# TASK TO CARRY OUT:
An exact copy of every entry is needed, without any of the pictures.

# ENTRIES PROVIDED:
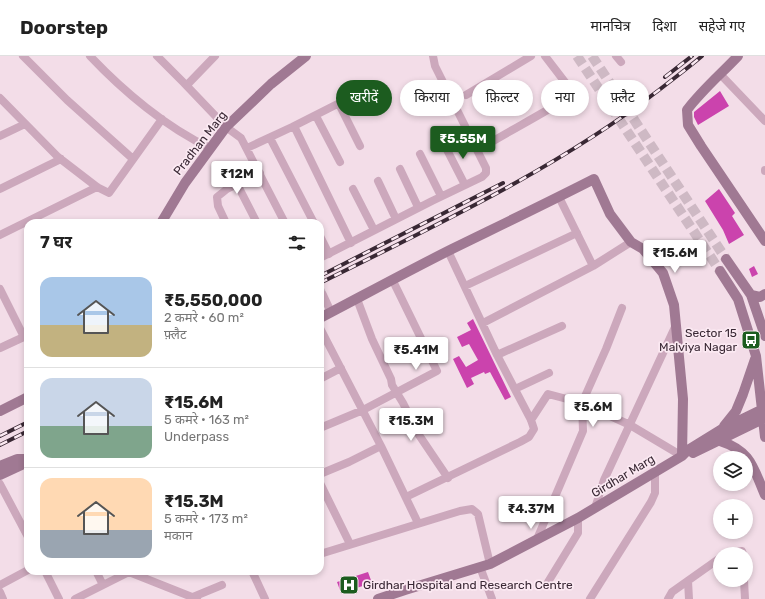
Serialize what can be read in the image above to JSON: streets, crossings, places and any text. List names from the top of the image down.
{
  "streets": {
    "street": ["Pradhan Marg", "Girdhar Marg"]
  },
  "places": {
    "bus stop": ["Sector 15 Malviya Nagar"],
    "hospital": ["Girdhar Hospital and Research Centre"]
  },
  "page": {
    "header": "Doorstep",
    "nav": ["मानचित्र", "दिशा", "सहेजे गए"],
    "chip": [
      "खरीदें",
      "किराया",
      "फ़िल्टर",
      "नया",
      "फ़्लैट"
    ],
    "price": [
      "₹5.55M",
      "₹12M",
      "₹15.6M",
      "₹5.41M",
      "₹5.6M",
      "₹15.3M",
      "₹4.37M"
    ],
    "heading": "7 घर",
    "list": [
      {
        "name": "₹5,550,000",
        "note": "2 कमरे · 60 m² · फ़्लैट"
      },
      {
        "name": "₹15.6M",
        "note": "5 कमरे · 163 m² · Underpass"
      },
      {
        "name": "₹15.3M",
        "note": "5 कमरे · 173 m² · मकान"
      }
    ],
    "map_buttons": ["+", "−"]
  }
}
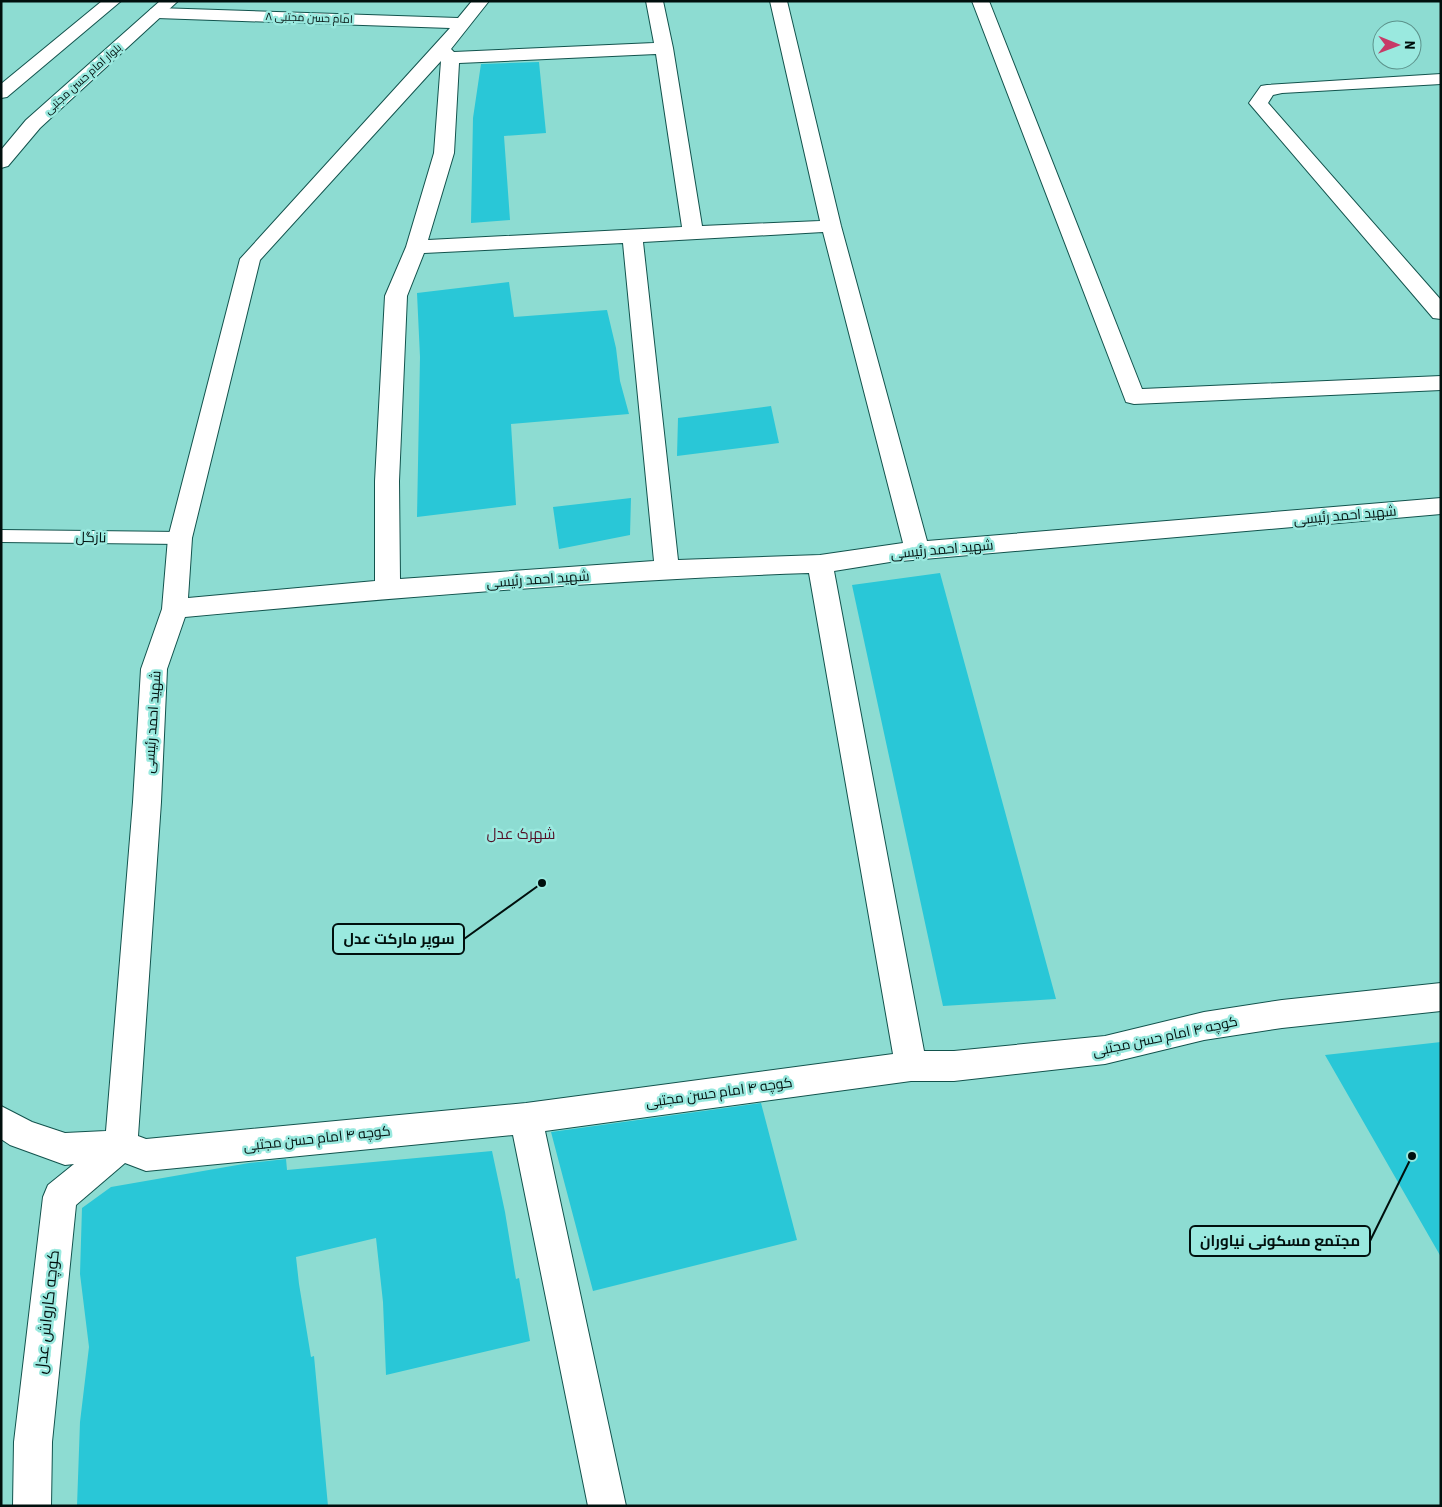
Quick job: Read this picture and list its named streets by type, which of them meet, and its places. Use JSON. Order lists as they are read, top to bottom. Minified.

# OUTPUT FOR THIS EXERCISE:
Serialize what can be read in the image above to JSON: streets, crossings, places and any text. List names from the top of the image down.
{
  "streets": {
    "street": ["Pradhan Marg", "Girdhar Marg"]
  },
  "places": {
    "bus stop": ["Sector 15 Malviya Nagar"],
    "hospital": ["Girdhar Hospital and Research Centre"]
  },
  "page": {
    "header": "Doorstep",
    "nav": ["मानचित्र", "दिशा", "सहेजे गए"],
    "chip": [
      "खरीदें",
      "किराया",
      "फ़िल्टर",
      "नया",
      "फ़्लैट"
    ],
    "price": [
      "₹5.55M",
      "₹12M",
      "₹15.6M",
      "₹5.41M",
      "₹5.6M",
      "₹15.3M",
      "₹4.37M"
    ],
    "heading": "7 घर",
    "list": [
      {
        "name": "₹5,550,000",
        "note": "2 कमरे · 60 m² · फ़्लैट"
      },
      {
        "name": "₹15.6M",
        "note": "5 कमरे · 163 m² · Underpass"
      },
      {
        "name": "₹15.3M",
        "note": "5 कमरे · 173 m² · मकान"
      }
    ],
    "map_buttons": ["+", "−"]
  }
}
Quick job: Read this picture and list its named streets by type, which of them meet, and its places. Use JSON. Order lists as they are read, top to bottom. Minified.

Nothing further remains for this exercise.